02
Greedy InfoMax
Take any conventional neural network architecture. With Greedy InfoMax, we want to train it without end-to-end backpropagation. In order to do so, we remove the global loss, divide the network into separate modules (e.g. individual layers or stacks of layers) and use a separate local loss for the training of each module. Then, we block gradients from flowing in between these modules. This enforces that each module greedily optimizes its own local objective.
But how do we make sure that modules provide meaningful inputs to one another – even though they do not share gradients?
Contrastive Learning
Our magic trick is called contrastive learning. Recently, several papers successfully applied variants of this method
in combination with end-to-end backpropagation to different tasks and domains. Have a look, for example, at
Deep InfoMax by
Hjelm et al. (2019),
Contrastive Predictive Coding by
van den Oord et al. (2018),
Contrastive Multiview Coding by
Tian et al. (2019),
Contrastively-trained Structured World Models by
Kipf et al. (2019)
and Multi-View Information Bottleneck by
Federici et al. (2020).
In Greedy InfoMax, we contrast information from different time-steps. To understand the idea behind this variant of contrastive learning, imagine we are given a short speech sample:
Now consider two small patches from this sample, "cats" and "awe" for example. These speech patches share a lot of information with one another. For example, the identity of the speaker, the emotion that is being expressed, and (if we select patches of a smaller time-scale) also the words and phonemes that are being said. All this shared information – speaker identity, emotions, words – could potentially be helpful if we can extract it with a neural network. Thus, our goal is to train a neural network in such a way that it learns to preserve this information that is shared between temporally nearby patches.
For this, we use the InfoNCE objective developed by
van den Oord et al. (2018). Essentially, this objective pairs the representations of temporally nearby patches
\((z_t, z_{t+k})\), termed the positive sample, and contrasts them against random pairs
\((z_t, z_j)\), termed negative samples. Thus, the positive sample could correspond to the patches "cats" and "awe" from above and the negative sample could correspond to the patch "cats" paired with any other patch that we can sample from our dataset. "Contrasting" in this setting means that the neural network has to learn to differentiate between these two types of samples, i.e. to classify them correctly.
How does this contrasting help us to train a neural network without end-to-end backpropagation?

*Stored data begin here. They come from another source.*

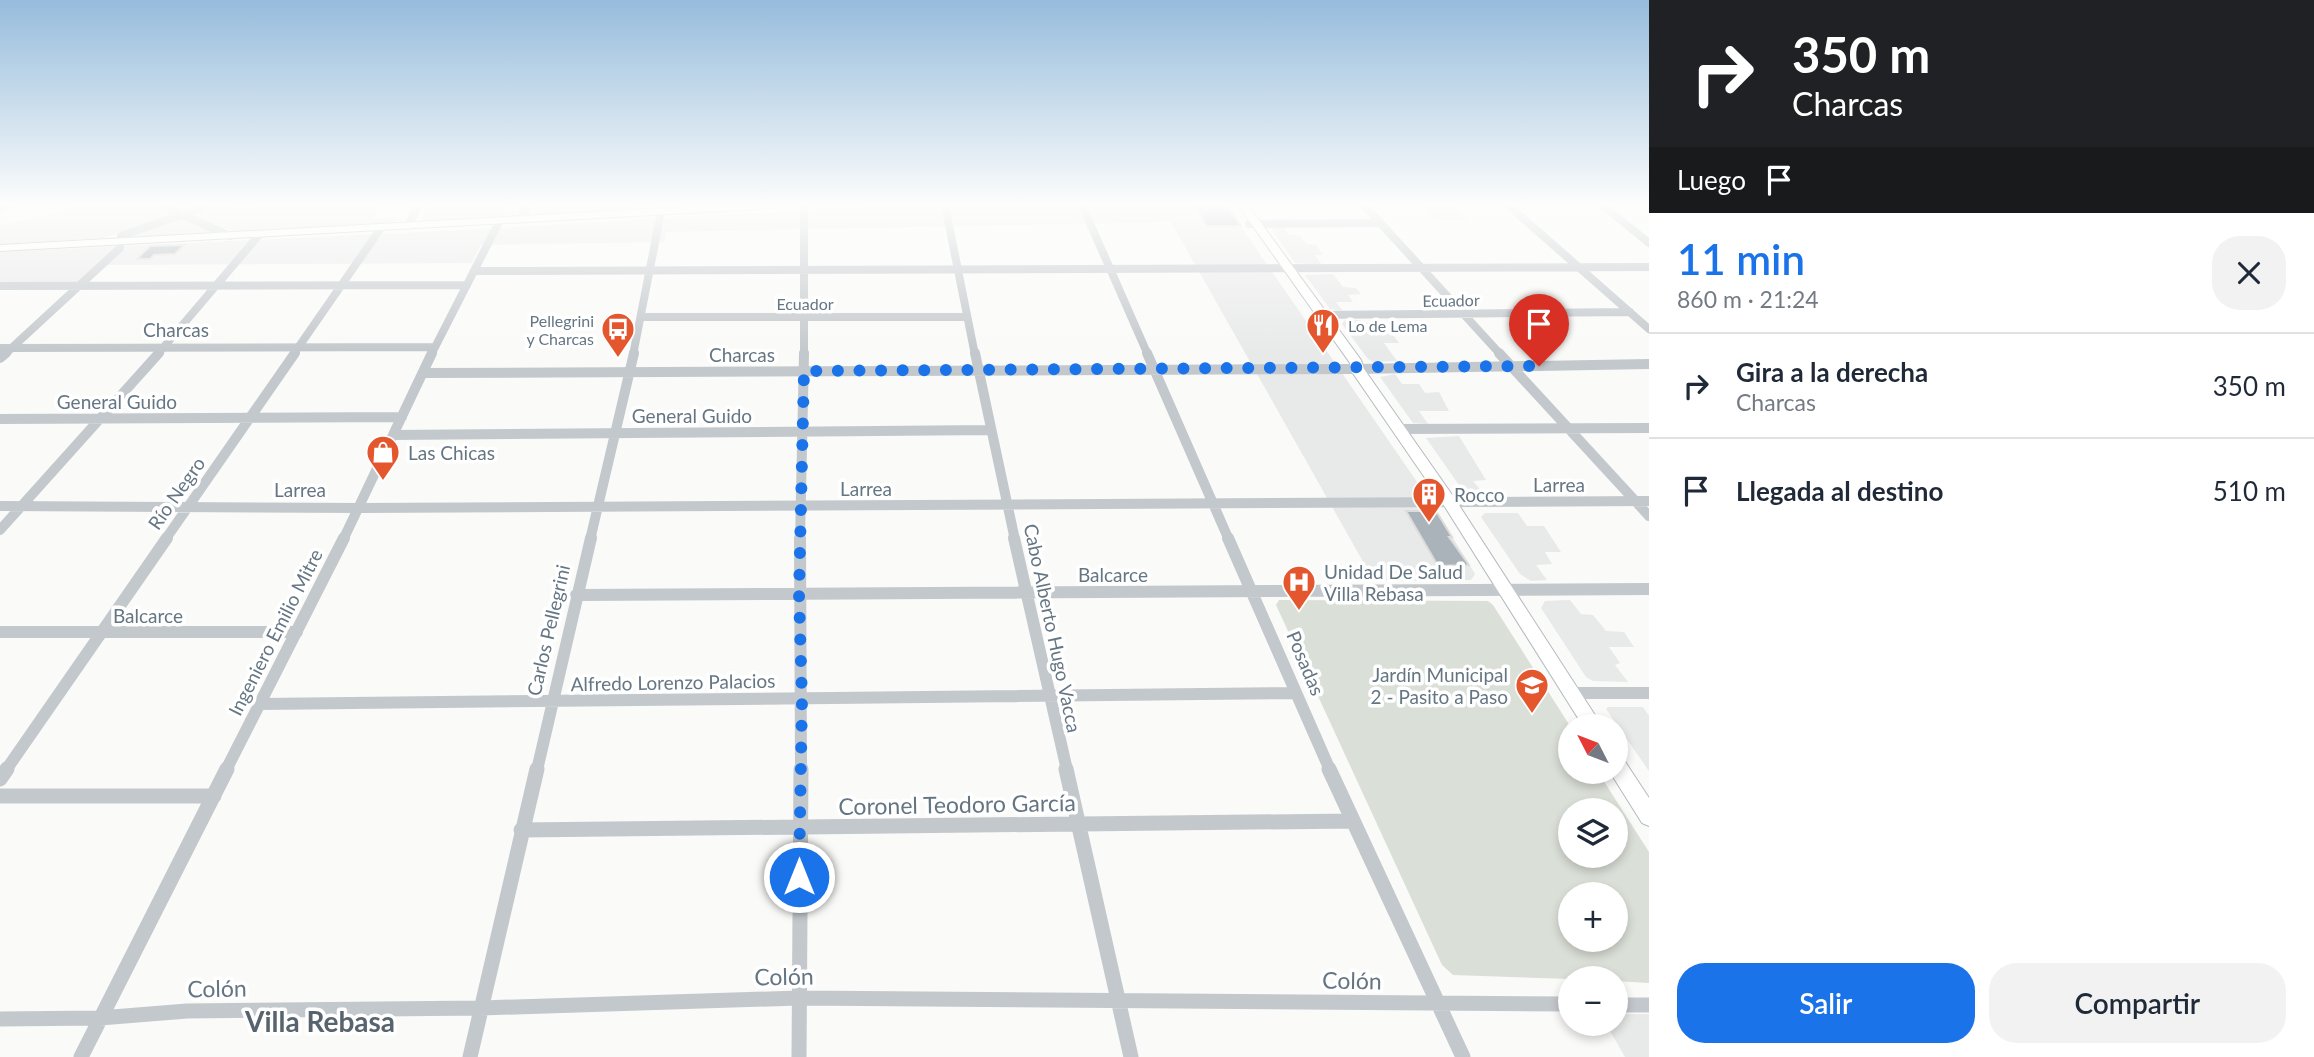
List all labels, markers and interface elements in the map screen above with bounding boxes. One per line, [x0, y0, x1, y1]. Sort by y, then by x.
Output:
text: 350 m [1792, 25, 1930, 83]
icon: right [1677, 28, 1768, 119]
text: Charcas [1792, 84, 1903, 123]
icon: arrive [1760, 161, 1798, 199]
text: Luego [1677, 164, 1746, 196]
text: 11 min [1677, 234, 1805, 284]
button: close [2212, 236, 2286, 310]
text: 860 m · 21:24 [1677, 285, 1819, 313]
street label: Ecuador [1422, 290, 1480, 310]
street label: Ecuador [776, 294, 834, 313]
pin [1509, 294, 1569, 366]
icon: arrive [1520, 305, 1558, 343]
restaurant icon: Lo de Lema [1304, 306, 1342, 355]
bus stop icon: Pellegrini y Charcas [599, 310, 637, 359]
place label: Pellegrini y Charcas [526, 311, 594, 348]
place label: Lo de Lema [1348, 316, 1428, 335]
street label: Charcas [143, 318, 209, 341]
street label: Charcas [709, 343, 775, 366]
text: Gira a la derecha [1736, 356, 1928, 388]
icon: right [1677, 367, 1715, 405]
text: 350 m [2213, 370, 2286, 402]
text: Charcas [1736, 388, 1816, 416]
street label: General Guido [57, 390, 177, 413]
street label: General Guido [632, 404, 752, 427]
shop icon: Las Chicas [364, 433, 402, 482]
place label: Las Chicas [408, 441, 495, 464]
street label: Río Negro [143, 452, 209, 534]
icon: arrive [1677, 472, 1715, 510]
street label: Larrea [1533, 473, 1585, 496]
building icon: Rocco [1410, 475, 1448, 524]
text: Llegada al destino [1736, 475, 1943, 507]
text: 510 m [2213, 475, 2286, 507]
street label: Larrea [840, 477, 892, 500]
street label: Larrea [274, 478, 326, 501]
place label: Rocco [1454, 483, 1505, 506]
street label: Cabo Alberto Hugo Vacca [1020, 521, 1086, 735]
street label: Ingeniero Emilio Mitre [223, 545, 327, 719]
place label: Unidad De Salud Villa Rebasa [1324, 560, 1463, 605]
street label: Carlos Pellegrini [522, 562, 574, 698]
street label: Balcarce [1078, 563, 1148, 586]
hospital icon: Unidad De Salud Villa Rebasa [1280, 563, 1318, 612]
street label: Balcarce [113, 604, 183, 627]
street label: Posadas [1282, 627, 1330, 699]
place label: Jardín Municipal 2 - Pasito a Paso [1371, 663, 1508, 708]
school or university icon: Jardín Municipal 2 - Pasito a Paso [1513, 666, 1551, 715]
street label: Alfredo Lorenzo Palacios [570, 669, 776, 695]
north arrow [1558, 714, 1628, 784]
map controls [1558, 714, 1628, 1036]
street label: Coronel Teodoro García [838, 788, 1076, 820]
button: layers [1558, 798, 1628, 868]
position arrow [762, 840, 836, 914]
button: + [1558, 882, 1628, 952]
street label: Colón [754, 961, 814, 991]
button: Salir [1677, 963, 1975, 1043]
button: Compartir [1989, 963, 2286, 1043]
street label: Colón [1322, 965, 1382, 995]
button: − [1558, 966, 1628, 1036]
street label: Colón [187, 973, 247, 1003]
district label: Villa Rebasa [244, 1004, 395, 1038]

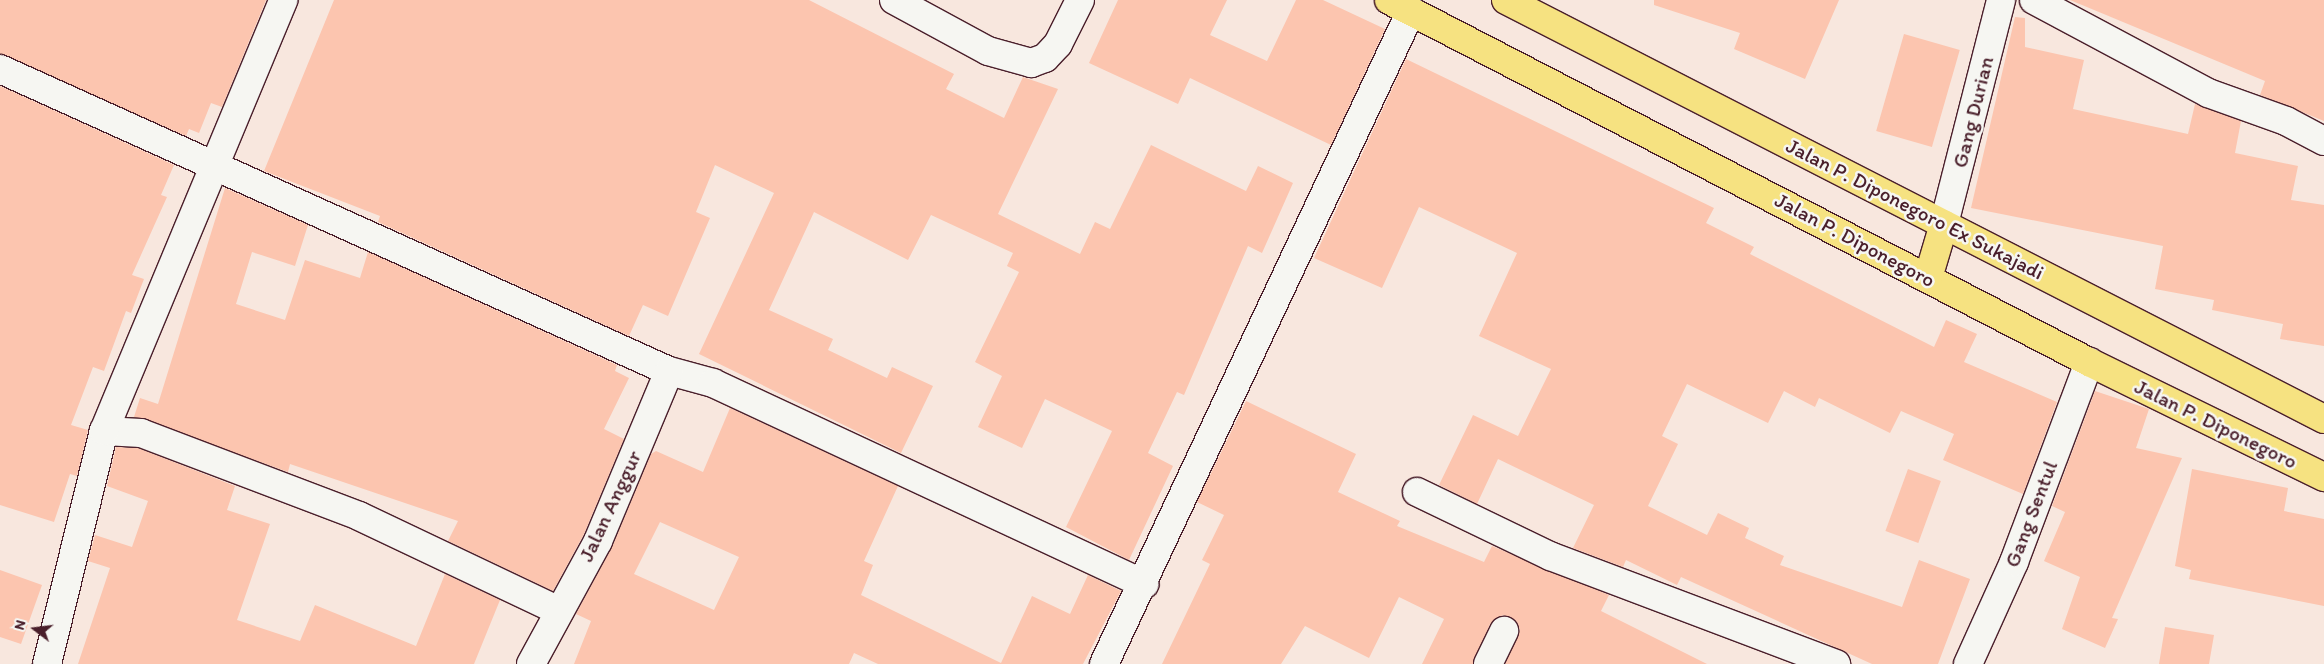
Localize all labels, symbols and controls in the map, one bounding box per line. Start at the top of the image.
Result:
street label: Gang Durian [1947,54,1999,170]
street label: Jalan P. Diponegoro Ex Sukajadi [1782,133,2048,285]
street label: Jalan P. Diponegoro [1771,187,1939,293]
street label: Jalan P. Diponegoro [2131,374,2301,474]
street label: Jalan Anggur [573,446,647,566]
street label: Gang Sentul [1999,457,2063,571]
north arrow [10,604,60,654]
text: N [11,618,29,632]

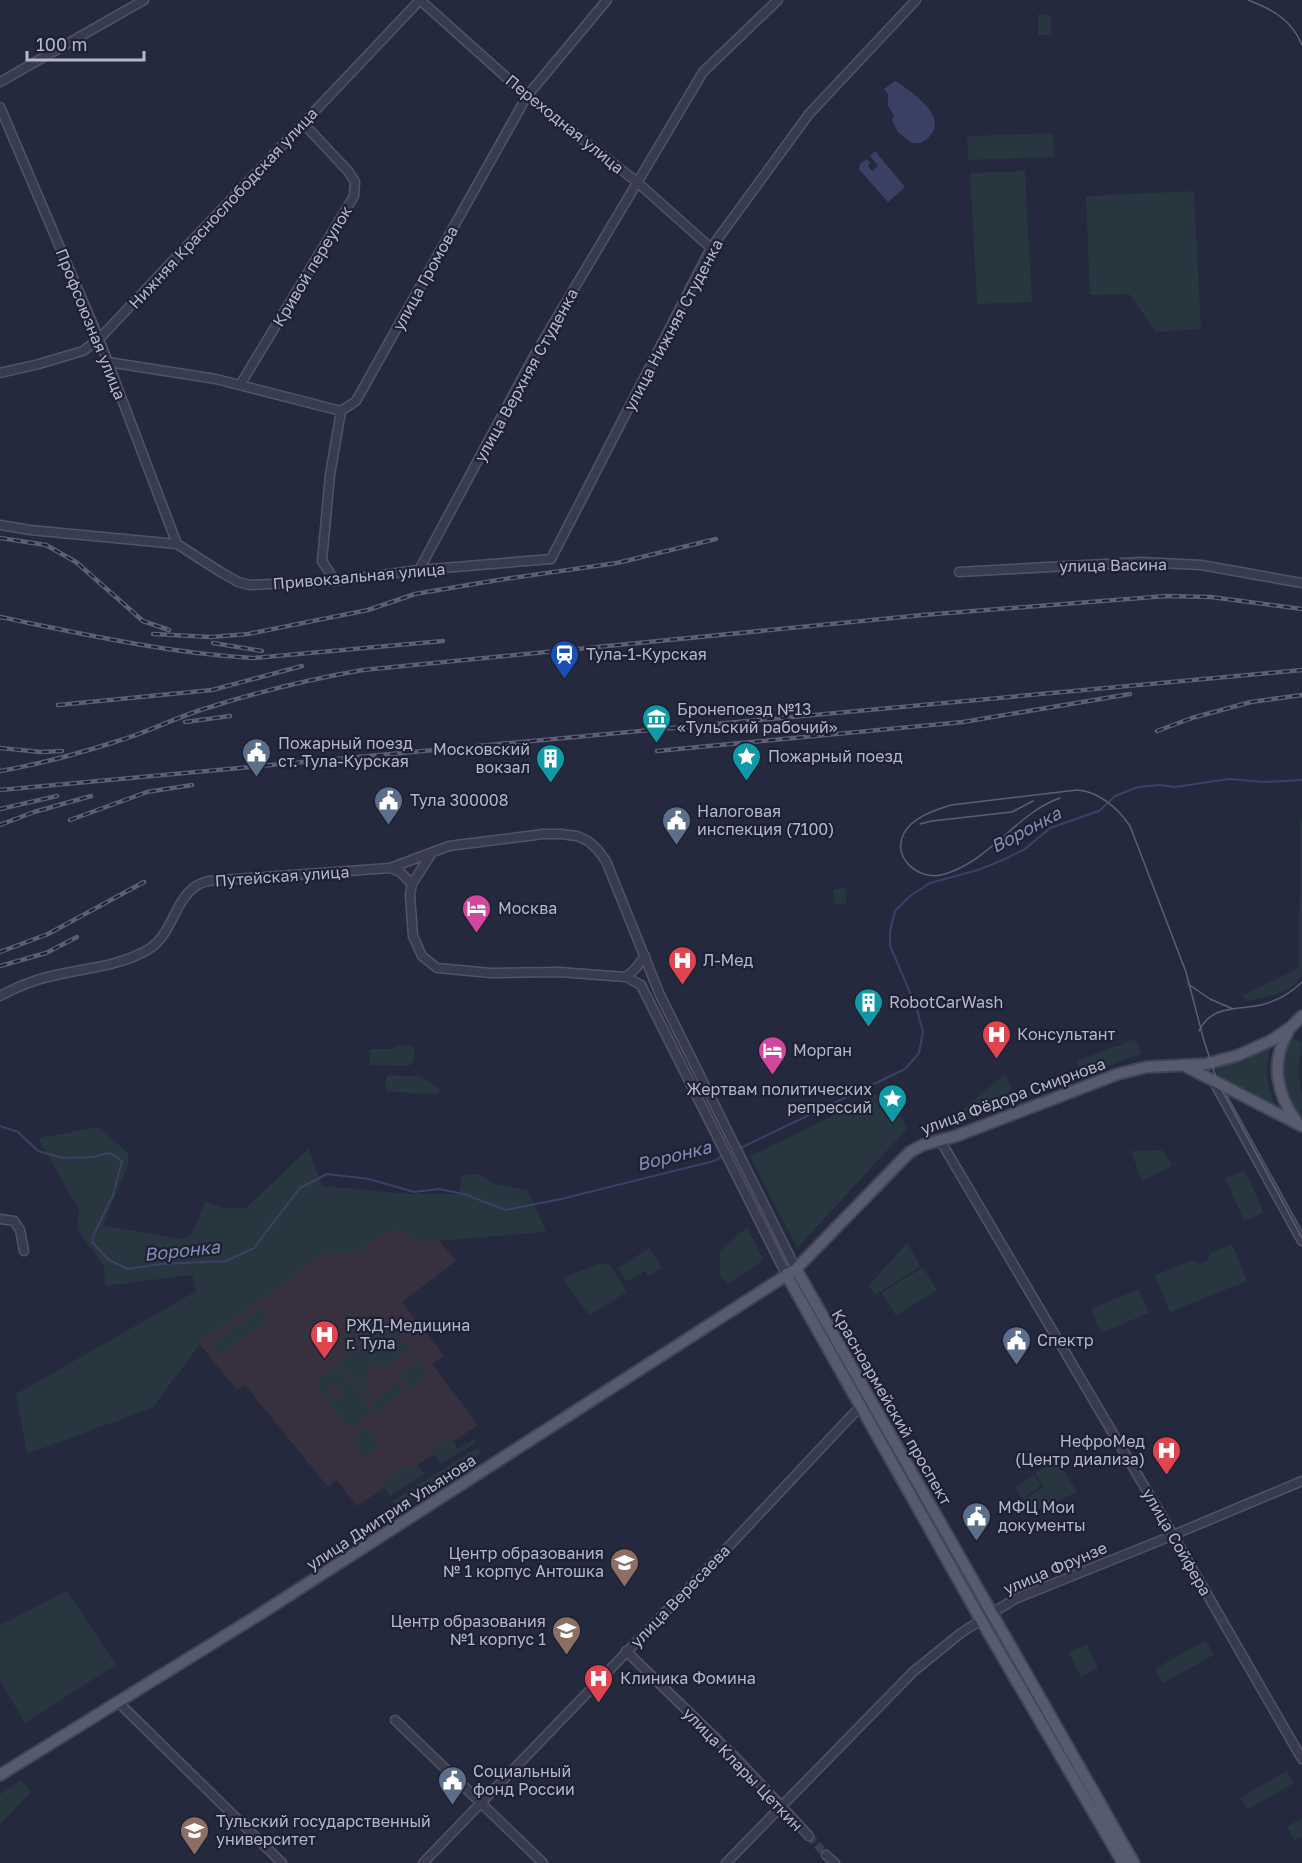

Van den Oord et al. (2018) showed that the InfoNCE objective enforces the model to preserve the information that is shared between pairs of temporally nearby patches. Mathematically speaking, this means that the InfoNCE objective maximizes the
mutual information
between temporally nearby representations. In other words, the mutual information between the representations for the time-steps
\(t\) and
\(t+k\):
\[\text{max } I(z_t, z_{t+k})\]
Intuitively, we can draw the connection between contrastive learning and the mutual information by looking at the definition of the mutual information as the
KL divergence
between the joint distribution of
\(z_t\) and
\(z_{t+k}\) and the product of their marginals:
\[I(z_t, z_{t+k}) = KL(P_{z_t, z_{t+k}} || P_{z_t} P_{z_{t+k}})
\]
In this context, our positive sample
\((z_t, z_{t+k})\) can be seen as a sample from the joint distribution
\(P_{z_t, z_{t+k}}\) since
\(z_t\) and
\(z_{t+k}\) are drawn together. The negative sample
\((z_t, z_j)\), on the other hand, can be seen as a sample from the product of the marginal distributions
\(P_{z_t} P_{z_{t+k}}\) since
\(z_t\) and
\(z_j\) are drawn irrespective of one another. Since the InfoNCE objective pushes these two samples to be as distinguishable as possible (such that it can classify them correctly), this implicitly increases the KL divergence and thus the mutual information between
\(z_t\) and
\(z_{t+k}\).
Since we use the InfoNCE loss for the training of each module (i.e. each individually trained subpart of the neural network) in Greedy InfoMax, all of the above also applies to the representations that these modules create. Thus, in the Greedy InfoMax setting, each module
\(m\) maximizes the mutual information between the representations that it creates for time-steps
\(t\) and
\(t+k\):
\[\text{max } I(z_t^m, z_{t+k}^m)\]
This is highly relevant for the Greedy InfoMax setting, since maximizing the mutual information between temporally nearby representations in turn also maximizes the mutual information between temporally nearby inputs and outputs of each module. In other words, using the InfoNCE objective, we also maximize the mutual information between
\(z^{m-1}_{t+k}\), the input to module
\(m\) at timestep
\(t+k\) and
\(z_{t}^m\), the output at timestep
\(t\) (
hover here to see the underlying intuition):
\[I(z_t^m, z_{t+k}^m) \leq I(z_t^m, z_{t+k}^{m-1})\]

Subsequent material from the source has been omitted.